O que se impõe, ainda hoje, como sentenciou Rosa Luxemburgo no início do século XX, é a escolha entre “Socialismo ou barbárie”. E nesse processo, a forma de transição. Evidentemente, não pode ser à moda de Kautsky, segundo a qual uma revolução seria aceitável e ocorreria quando pelo menos 51 por cento dos eleitores a aprovassem.
É impossível divisar-se alguma “garantia” para a Revolução. Já foi muito criticada a postura da "Necessidade Social"[não se deve arriscar uma revolução prematura, deve-se esperar o momento certo, quando a situação estiver “madura” e conforme as leis do desenvolvimento histórico, ou quando a classe trabalhadora tiver amadurecido] ou da legitimidade [“a maioria da população não está do nosso lado, portanto, a revolução não seria realmente democrática] normativa [“democrática”].
Isso levaria a que a liderança revolucionária, antes de assumir o poder do Estado, tivesse que pedir permissão para alguma figura do Grande Outro [faça um plebiscito para se certificar de que a maioria apóia a Revolução].
A Revolução não é autorizada senão que por ela mesma.
A própria Democracia é não apenas “a institucionalização da ausência do Outro”. Ao institucionalizar a ausência, ela a neutraliza – normaliza — , de modo que a inexistência do Grande Outro é novamente suspendida: o Outro está novamente aqui disfarçado de legitimação/autorização democrática de nossos atos
Em contraste com essa lógica, o papel das forças emancipatórias não é o de passivamente “refletir” a opinião da maioria, mas o de instigar as classes trabalhadoras para mobilizarem suas forças a fim de, assim, criar uma nova maioria, uma maioria “dinamicamente criada”.
O temor de todo renegado social-democrata, da tomada do poder prematuramente, implica uma visão positivista da história como um processo “objetivo” que determina, com antecipação, as coordenadas possíveis das intervenções políticas.
Dentro desse horizonte, é inimaginável que uma intervenção política radical – que tomasse as coisas pela raiz – mudasse essas coordenadas realmente “objetivas” e, assim, criasse as condições para seu sucesso.
Ao contrário do que pensam, o passado puro é passível de mudança pela ocorrência de um novo presente e, em especial, por nosso poder de mudá-lo.

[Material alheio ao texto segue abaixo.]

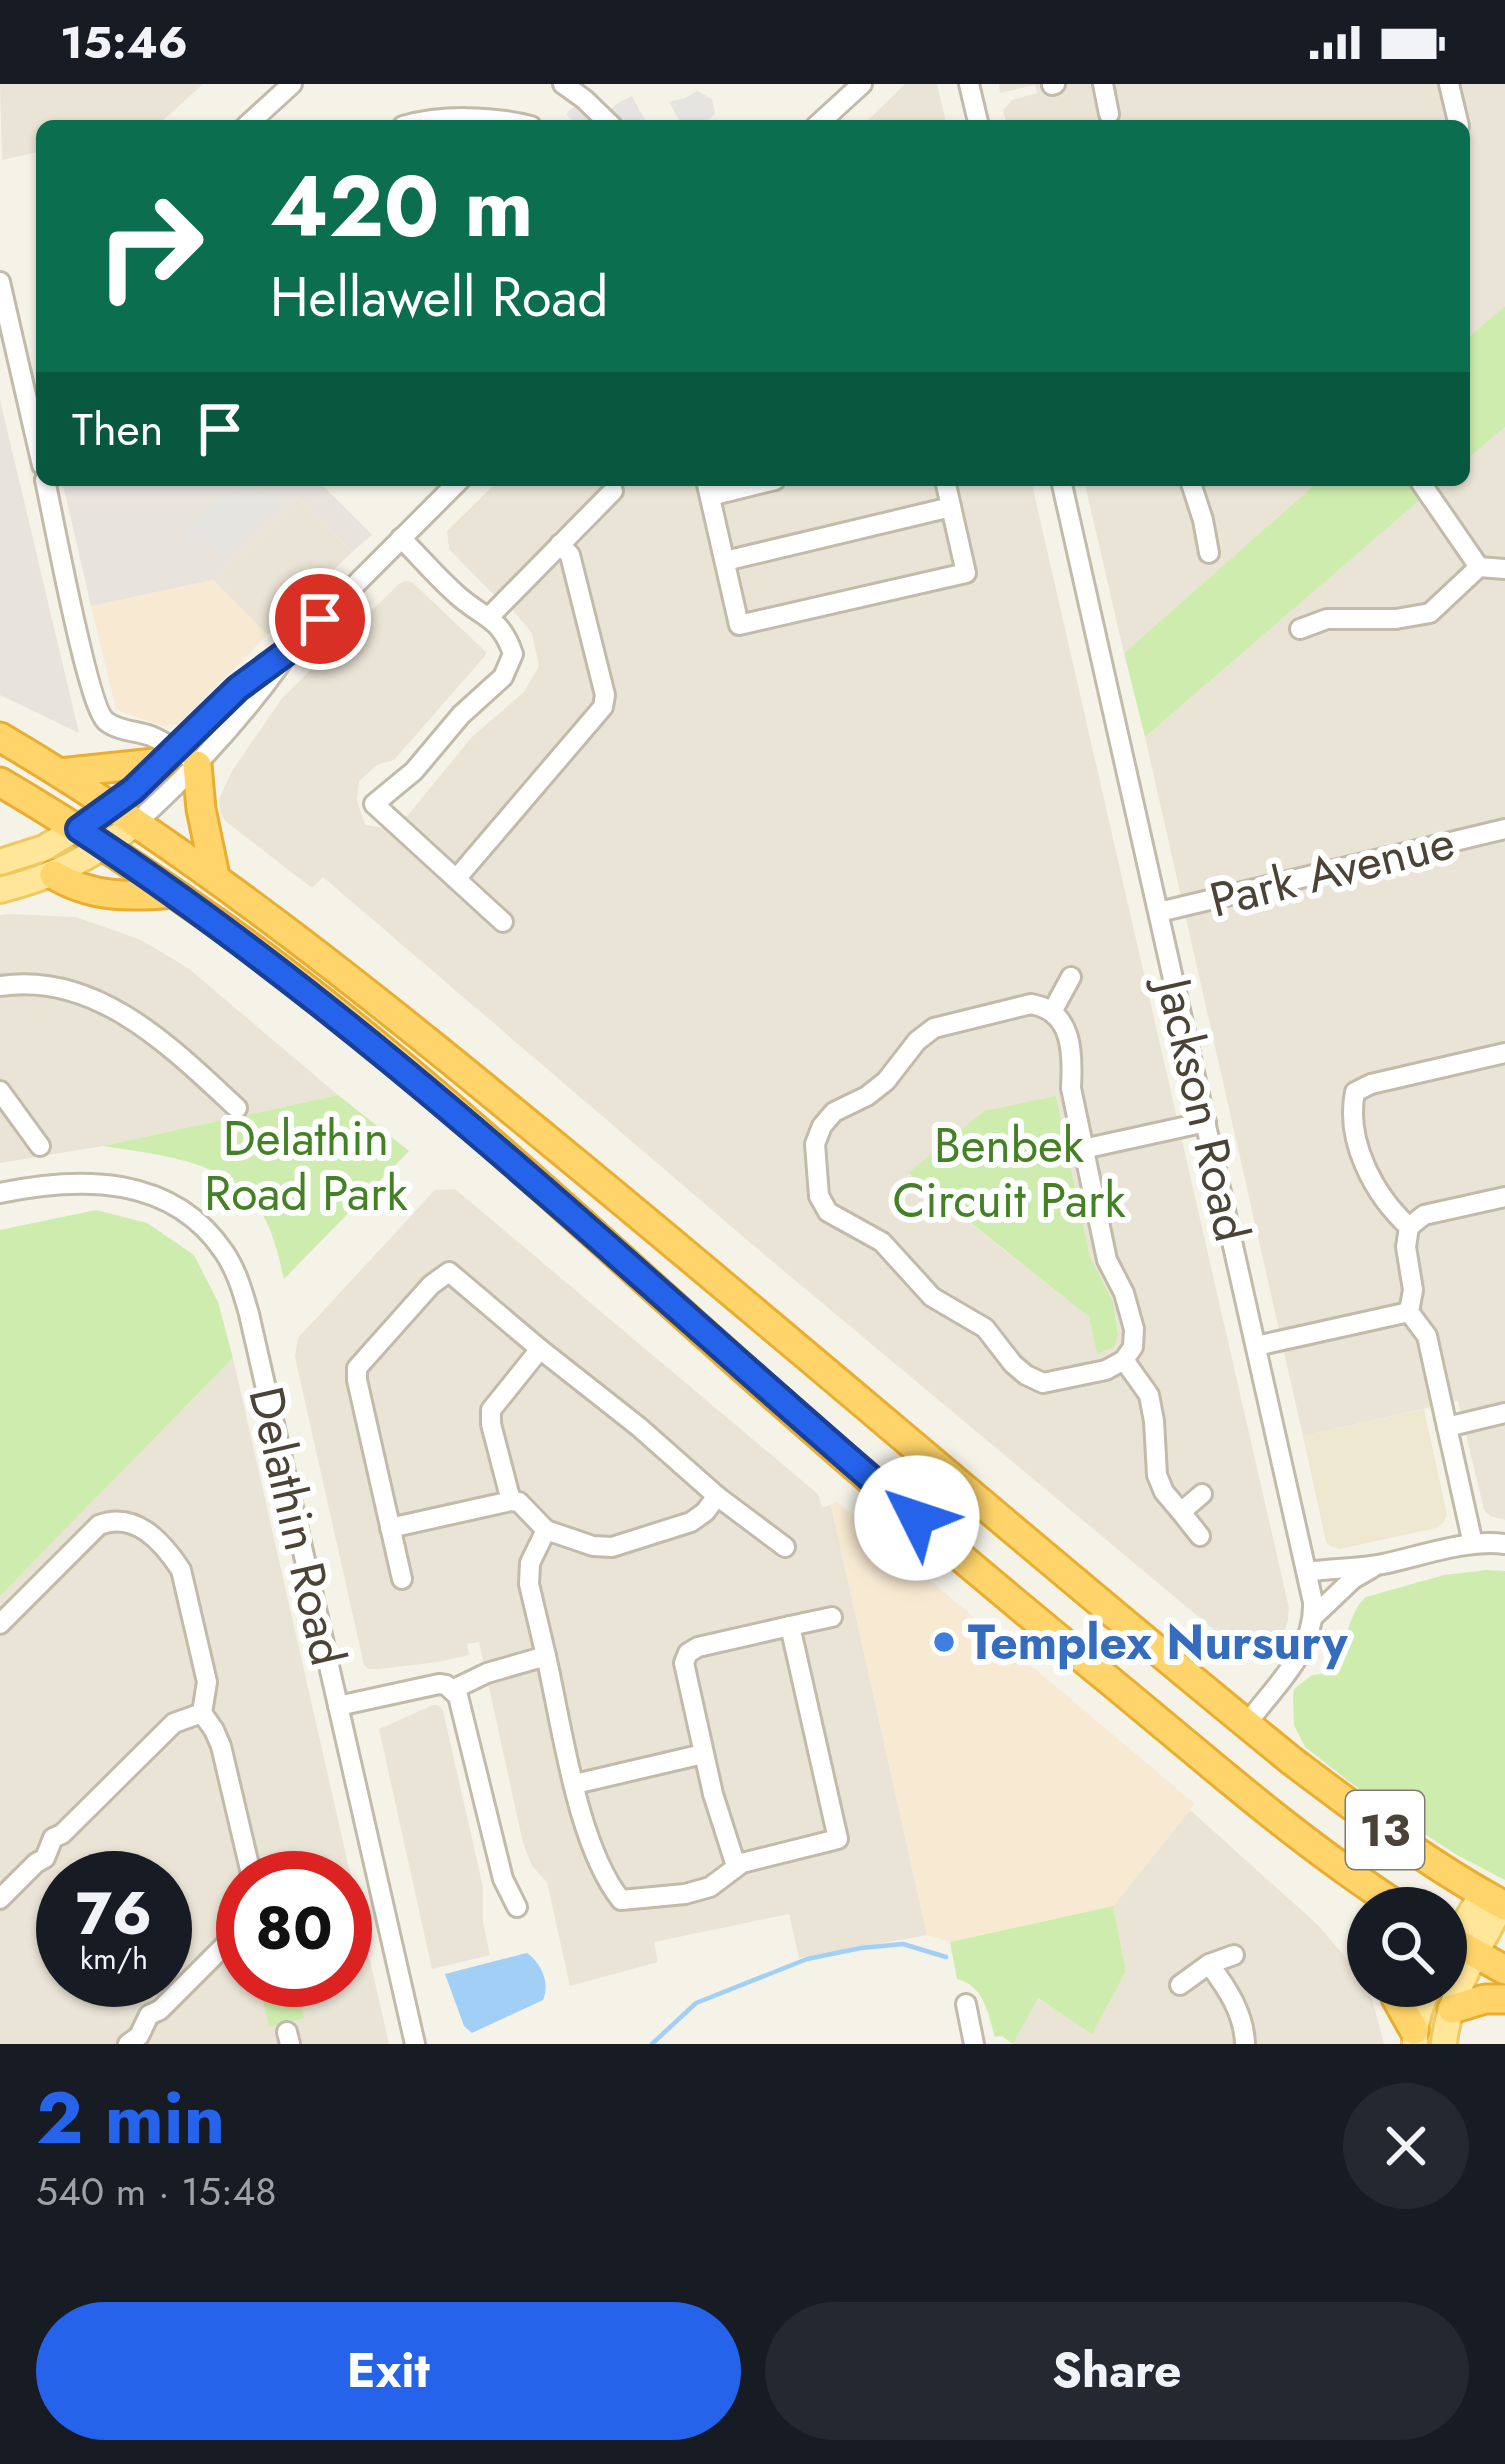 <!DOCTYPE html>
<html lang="en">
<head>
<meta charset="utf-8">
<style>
  body { margin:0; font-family:Jost,sans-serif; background:#242831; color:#f1f3f6; height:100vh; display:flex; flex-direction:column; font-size:45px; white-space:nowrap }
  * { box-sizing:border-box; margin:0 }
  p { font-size:39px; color:#9ea1a6 }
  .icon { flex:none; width:66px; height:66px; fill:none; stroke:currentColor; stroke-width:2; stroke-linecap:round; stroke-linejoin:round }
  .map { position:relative; height:1960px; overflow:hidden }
  .details { display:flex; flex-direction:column; background:#171b24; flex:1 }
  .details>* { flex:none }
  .top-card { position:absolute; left:36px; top:36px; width:1434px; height:366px; border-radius:18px; box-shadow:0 3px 9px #0004; background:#0b6e4f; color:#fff; overflow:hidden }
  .buttons { position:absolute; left:1347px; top:1803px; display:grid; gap:24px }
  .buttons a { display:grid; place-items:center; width:120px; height:120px; border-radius:50%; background:#171b24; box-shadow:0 3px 9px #0004; font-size:60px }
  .speed { position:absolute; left:36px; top:1767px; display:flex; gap:24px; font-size:60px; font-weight:700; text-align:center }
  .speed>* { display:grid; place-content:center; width:156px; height:156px; border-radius:50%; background:#171b24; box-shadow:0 3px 9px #0004; line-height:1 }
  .speed small { font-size:30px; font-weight:400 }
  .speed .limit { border:18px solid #d22; background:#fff; color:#111 }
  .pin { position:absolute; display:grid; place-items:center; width:102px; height:102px; color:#fff; margin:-51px; border:6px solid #fff; border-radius:50%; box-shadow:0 3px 12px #0007 }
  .me { position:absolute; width:132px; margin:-66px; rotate:311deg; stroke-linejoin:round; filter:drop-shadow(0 0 9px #0008) }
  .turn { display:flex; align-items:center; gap:42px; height:252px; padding:0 36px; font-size:54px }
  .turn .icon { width:156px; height:156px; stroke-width:2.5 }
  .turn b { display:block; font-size:84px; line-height:102px }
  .then { display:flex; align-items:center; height:114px; padding:0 36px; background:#0003; gap:24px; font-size:45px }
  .round { display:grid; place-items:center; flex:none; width:126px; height:126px; border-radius:63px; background:#242831 }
  .summary { display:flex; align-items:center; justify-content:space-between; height:204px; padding:0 36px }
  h1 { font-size:72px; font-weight:700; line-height:90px; color:#2563eb }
  .action { display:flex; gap:24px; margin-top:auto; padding:24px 36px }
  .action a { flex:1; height:138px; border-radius:72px; background:#2563eb; color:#fff; font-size:48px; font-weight:700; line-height:138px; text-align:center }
  .action a+a { background:#242831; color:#f1f3f6 }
  .status { display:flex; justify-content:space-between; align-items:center; height:84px; padding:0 60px; background:#171b24; direction:ltr }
  .status svg { height:33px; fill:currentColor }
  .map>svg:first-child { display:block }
  .residential { fill:#eae4d6; fill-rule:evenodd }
  .commercial { fill:#f8ead2 }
  .industrial { fill:#e8e3dd }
  .education { fill:#efe8d1 }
  .green { fill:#ceecae }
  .parking { fill:#e6e4e0 }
  .water { fill:#a1cff6 }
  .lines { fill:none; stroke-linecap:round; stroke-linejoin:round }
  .stream { stroke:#a1cff6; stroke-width:4.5 }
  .minor-casing { stroke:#c2bbaa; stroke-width:24 }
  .major-casing { stroke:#edc95f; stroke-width:30 }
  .highway-casing { stroke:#eaad2e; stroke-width:33 }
  .minor { stroke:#fff; stroke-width:18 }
  .major { stroke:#ffe698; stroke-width:24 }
  .highway { stroke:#ffd46a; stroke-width:27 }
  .route-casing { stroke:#184099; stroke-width:30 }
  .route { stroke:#2563eb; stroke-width:21 }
  .shop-dot { fill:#3f7fe0; stroke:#fff; stroke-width:4.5 }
  .labels { text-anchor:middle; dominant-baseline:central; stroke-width:12; stroke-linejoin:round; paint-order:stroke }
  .shield { fill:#fff; stroke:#807b72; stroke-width:3 }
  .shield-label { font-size:45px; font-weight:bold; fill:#4a4336 }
  .street-label { font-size:48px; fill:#4a4336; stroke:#fff }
  .park-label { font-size:48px; fill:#438124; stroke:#fff }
  .shop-label { font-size:48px; font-weight:bold; fill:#366cbe; stroke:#fff; text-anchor:start }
</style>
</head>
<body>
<div class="status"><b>15:46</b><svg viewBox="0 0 49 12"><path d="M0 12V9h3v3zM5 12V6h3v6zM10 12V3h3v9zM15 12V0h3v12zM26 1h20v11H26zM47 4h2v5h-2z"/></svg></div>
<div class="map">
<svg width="1505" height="1960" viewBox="0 0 1505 1960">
  <rect width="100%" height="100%" fill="#f5f2e8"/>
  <g class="residential">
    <polygon points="0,0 203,0 160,39 148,42 42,42 42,67 2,76"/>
    <polygon points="905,0 937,0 947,42 862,42"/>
    <polygon points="999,0 1505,0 1505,222 1464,257 1464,42 1007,42 1003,26 1012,16 1037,9 1035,1 1000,9"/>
    <polygon points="1505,343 1505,1436 1490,1432 1484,1426 1458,1317 1303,1352 1145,653 1443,396 1464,396 1464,378"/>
    <path d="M499 396H1031L1289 1524 1288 1536 1282 1555 1270 1570 1254 1579 754 1162 323 793 312 804 225 737 220 727 219 715 232 687 282 614 399 500 406 497 413 499 486 568 485 572 394 676 377 681 359 697 357 716 365 741 385 744 408 731 472 653 524 608 539 582 532 549 510 523 492 509 449 465 447 447ZM1056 1012 1090 1173 1113 1219 1118 1250 1097 1270 1089 1233 908 1090Z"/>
    <polygon points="1084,396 1320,396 1124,569"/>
    <polygon points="298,413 352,468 267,551 213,496"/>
    <polygon points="10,830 76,833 141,856 188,884 338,1011 103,1062 0,1079 0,831"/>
    <polygon points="455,1105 818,1410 822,1423 831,1421 927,1851 799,1874 789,1830 654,1858 658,1878 570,1902 547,1798 532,1782 523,1759 479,1558 467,1560 469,1571 438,1578 380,1585 369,1585 364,1581 295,1273 298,1254 435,1106"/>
    <path d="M233 1274 389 1960H0V1512ZM63 1794H165V1896H63ZM243 1794H345V1896H243Z"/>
    <polygon points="433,1621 438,1621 443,1627 483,1803 483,1839 490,1871 432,1885 379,1645"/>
    <polygon points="1190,1726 1318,1841 1368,1900 1384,1960 1013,1960 1037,1914 1092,1949 1126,1887 1113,1822"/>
  </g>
  <g class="commercial">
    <polygon points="213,496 267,551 179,640 162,642 116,626 91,522"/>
    <polygon points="836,1417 1195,1720 1113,1822 950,1858 927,1851 831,1421"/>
  </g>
  <g class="industrial">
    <polygon points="0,316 79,649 0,611"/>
    <polygon points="62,396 317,396 372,451 352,468 298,413 213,496 91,522"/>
  </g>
  <polygon class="education" points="1424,1325 1447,1431 1444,1438 1436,1444 1340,1465 1332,1463 1326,1458 1303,1352"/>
  <g class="green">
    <polygon points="1505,222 1505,343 1464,378 1464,257"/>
    <polygon points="1320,396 1443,396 1145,653 1124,569"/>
    <path d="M338 1011 409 1067 284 1195C278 1170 273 1145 258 1123 227 1076 154 1070 103 1062Z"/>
    <polygon points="1056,1012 1090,1173 1113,1218 1118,1251 1114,1263 1097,1270 1089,1233 908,1089 984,1027"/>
    <polygon points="96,1126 147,1139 194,1171 218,1218 233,1274 0,1512 0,1146"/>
    <path d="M1487 1486 1505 1487V1796L1459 1772 1383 1724 1305 1663 1294 1641 1293 1612 1294 1605 1312 1591C1347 1593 1342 1532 1366 1513L1444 1491Z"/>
    <path d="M1113 1822 1126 1887 1092 1950 1038 1914 1013 1960 1002 1952 995 1953C988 1929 984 1902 957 1895L950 1858Z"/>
    <polygon points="297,1907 304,1934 269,1943 263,1916"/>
  </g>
  <g class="parking">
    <polygon points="697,7 712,15 715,30 701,42 683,42 669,18 685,14"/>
    <polygon points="632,12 648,42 578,42 566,30 580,17 599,36 618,19"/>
    <polygon points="241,396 254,396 278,420 225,472 205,452 194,462 184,452"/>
  </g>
  <path class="water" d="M527 1869C542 1880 550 1899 543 1916L472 1949 464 1942 445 1890Z"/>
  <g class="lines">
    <polyline class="stream" points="652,1960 696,1919 807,1875 861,1864 903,1860 946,1873"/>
    <defs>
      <g id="minor">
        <polyline points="563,0 584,15 612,42"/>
        <polyline points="969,0 979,42"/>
        <polyline points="1103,0 1109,30"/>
        <polyline points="1449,0 1459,42"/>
        <polyline points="1052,1 1055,0"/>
        <polyline points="246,42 292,0"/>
        <path d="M403 42C441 31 492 32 531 42"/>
        <polyline points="816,42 862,0"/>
        <polyline points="0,198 42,381"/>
        <path d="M45 396C53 431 88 626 107 638 119 647 137 647 151 652 162 657 174 664 183 671"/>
        <polyline points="706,396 739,541 966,489 945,396"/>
        <path d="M1061 396 1313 1518C1315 1569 1274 1602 1247 1640"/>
        <polyline points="1190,396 1203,436 1209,469"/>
        <polyline points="1419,396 1479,483 1505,485"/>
        <polyline points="710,412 775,396"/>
        <path d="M401 454C419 472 436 492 455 509 481 534 500 531 513 570L503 593 461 631 414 687 374 720 503 838"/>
        <polyline points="725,477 951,423"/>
        <polyline points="490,532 613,407"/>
        <polyline points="1300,545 1327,535 1396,535 1430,529 1479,483"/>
        <polyline points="113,722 145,695 238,604 291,565 460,396"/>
        <path d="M136 739C190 690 239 638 281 579"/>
        <polyline points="456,795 603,623 605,611 570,471 560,460"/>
        <polyline points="1159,828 1505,745"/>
        <path d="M0 902C97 887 172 964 237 1024"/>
        <path d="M1031 920C1073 927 1073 969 1071 1004L1107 1176 1124 1209 1134 1245 1133 1263 1124 1276 1106 1286 1043 1299 1026 1291 1013 1280 985 1244 932 1213 882 1158 828 1128 819 1112 815 1060 822 1042 834 1028 867 1012 886 997 917 957 934 944Z"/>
        <polyline points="1053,926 1071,893"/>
        <polyline points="0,1007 40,1062"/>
        <polyline points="1083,1065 1206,1038"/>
        <path d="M0 1109C81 1092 172 1091 224 1168 237 1187 243 1209 249 1230L415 1960"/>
        <polyline points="1409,1143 1424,1131 1505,1113"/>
        <polyline points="1256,1262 1409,1228"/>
        <polyline points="540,1265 639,1343 717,1412 785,1463"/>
        <polyline points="1124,1276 1149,1311 1154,1337 1157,1391 1164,1408 1181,1428"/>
        <path d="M1447 1343 1427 1252 1409 1228 1413 1206 1406 1163 1409 1143C1374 1111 1345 1057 1355 1008L1371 1000 1505 969"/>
        <polyline points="390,1444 511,1417 519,1418 546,1446 593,1462 612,1463 691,1438 705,1428 717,1412"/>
        <polyline points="1200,1452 1181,1428 1202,1410"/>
        <polyline points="1473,1460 1447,1343 1505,1329"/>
        <path d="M1307 1488C1332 1484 1358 1485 1383 1480 1422 1472 1465 1455 1505 1460"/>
        <polyline points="402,1495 357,1296 357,1284 431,1201 449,1188 540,1265 491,1326 491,1340 511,1417"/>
        <polyline points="1313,1533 1353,1495 1372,1484"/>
        <path d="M0 1540 99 1441C135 1427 162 1457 181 1486L207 1598 202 1629"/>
        <polyline points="790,1542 832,1533"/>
        <path d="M546 1572C562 1642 577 1761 621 1816L685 1810 710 1803 742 1779 838 1755 790 1542 698 1563 688 1569 684 1579 713 1710 736 1782"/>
        <polyline points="452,1606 487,1589 546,1572 529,1500 530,1479 546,1446"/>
        <polyline points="338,1622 439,1600 446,1601 458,1612 503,1795 517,1823"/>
        <polyline points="575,1700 703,1670"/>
        <polyline points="0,1815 36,1779 45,1774 53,1754 62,1750 174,1639 202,1629 214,1646 221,1662 252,1794"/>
        <path d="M1209 1880C1227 1904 1244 1929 1245 1960"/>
        <polyline points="1180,1901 1209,1880 1234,1871"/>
        <polyline points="966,1920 974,1960"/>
        <polyline points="287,1948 290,1960"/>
        <polyline points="128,1960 139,1952 149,1931 160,1926 243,1843"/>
      </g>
      <g id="major">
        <polyline points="0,778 44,764 113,722"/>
        <path d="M0 806C56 792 91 774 136 739"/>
        <polyline points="1446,1871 1482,1810"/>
        <path d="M1415 1960C1414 1939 1420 1921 1429 1902"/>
        <path d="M1444 1960C1448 1912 1480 1863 1502 1820"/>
      </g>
      <g id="highway">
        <path d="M0 653C209 776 395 930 582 1084 820 1280 1053 1483 1292 1677 1361 1729 1429 1781 1505 1822"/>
        <polyline points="197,681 201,725 215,792"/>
        <polyline points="60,689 164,678"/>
        <path d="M0 698C83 747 163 800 242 857 420 986 580 1139 744 1285 863 1391 985 1495 1109 1596 1204 1674 1297 1757 1401 1824"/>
        <path d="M54 791C92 814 130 813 173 809"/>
        <polyline points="1446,1853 1505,1886"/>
        <polyline points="1394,1902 1396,1914 1414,1946"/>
        <polyline points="1452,1925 1485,1915 1505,1915"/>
      </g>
    </defs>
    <use href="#minor" class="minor-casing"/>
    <use href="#major" class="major-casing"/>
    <use href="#highway" class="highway-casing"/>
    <use href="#minor" class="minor"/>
    <use href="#major" class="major"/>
    <use href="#highway" class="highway"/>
  </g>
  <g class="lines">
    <defs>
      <path id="route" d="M320 535 291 565 238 604 133 706 79 745C383 944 641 1199 917 1434"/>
    </defs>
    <use href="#route" class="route-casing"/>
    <use href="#route" class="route"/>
  </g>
  <circle class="shop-dot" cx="944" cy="1558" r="12"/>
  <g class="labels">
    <rect class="shield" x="1346" y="1707" width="78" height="78" rx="9"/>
    <g class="shield-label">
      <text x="1385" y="1746">13</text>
    </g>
    <g class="street-label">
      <text transform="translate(1332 787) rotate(-14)">Park Avenue</text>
      <text transform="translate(1203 1026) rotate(77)">Jackson Road</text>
      <text transform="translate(297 1442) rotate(77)">Delathin Road</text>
    </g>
    <g class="park-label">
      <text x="306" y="1054">Delathin<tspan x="306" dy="55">Road Park</tspan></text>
      <text x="1009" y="1061">Benbek<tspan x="1009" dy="55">Circuit Park</tspan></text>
    </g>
    <g class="shop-label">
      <text x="968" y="1558">Templex Nursury</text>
    </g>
  </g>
</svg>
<div class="buttons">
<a><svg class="icon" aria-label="search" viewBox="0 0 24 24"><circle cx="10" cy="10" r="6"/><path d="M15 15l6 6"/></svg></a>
</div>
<div class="speed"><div>76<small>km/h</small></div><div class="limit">80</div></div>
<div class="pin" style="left:320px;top:535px;background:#d93025"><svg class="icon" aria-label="arrive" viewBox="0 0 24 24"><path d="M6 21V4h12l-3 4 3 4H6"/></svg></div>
<svg class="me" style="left:917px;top:1434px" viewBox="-20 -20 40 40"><circle r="19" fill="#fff"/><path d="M0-13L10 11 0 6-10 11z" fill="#2563eb"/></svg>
<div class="top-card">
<div class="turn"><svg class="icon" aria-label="right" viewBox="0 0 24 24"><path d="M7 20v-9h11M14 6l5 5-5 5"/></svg><div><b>420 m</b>Hellawell Road</div></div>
<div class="then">Then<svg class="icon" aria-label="arrive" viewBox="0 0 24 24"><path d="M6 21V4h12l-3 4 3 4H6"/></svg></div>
</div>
</div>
<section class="details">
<div class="summary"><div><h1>2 min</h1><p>540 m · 15:48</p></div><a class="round"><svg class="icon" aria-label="close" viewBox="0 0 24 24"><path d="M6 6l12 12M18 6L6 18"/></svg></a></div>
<div class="action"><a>Exit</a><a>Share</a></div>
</section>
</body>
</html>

O sentido histórico envolve uma percepção, não apenas da herança do passado, mas de sua presença, que pode ser modificada pela introdução do novo, que tem a capacidade de também alterar o significado do próprio passado.
A liberdade é, assim, inerentemente retroativa, não é simplesmente uma “necessidade reconhecida/conhecida”, mas uma necessidade reconhecida/assumida, a necessidade constituída/atualizada por meio de seu reconhecimento.
César, ao cruzar o Rubicão, não fez nada mais além do que ele era virtualmente. Cruzou o Rubicão simplesmente por ser César. E o impasse da transição mundial ao Socialismo, inclusive no Brasil, resulta do fato de muitos atores da esquerda não terem agido como revolucionários reais. Ninguém pode realizar o que não traz em si potencialmente. Mas, o curso pode ser corrigido e a esperança emancipatória em um mundo igual e livre segue viva.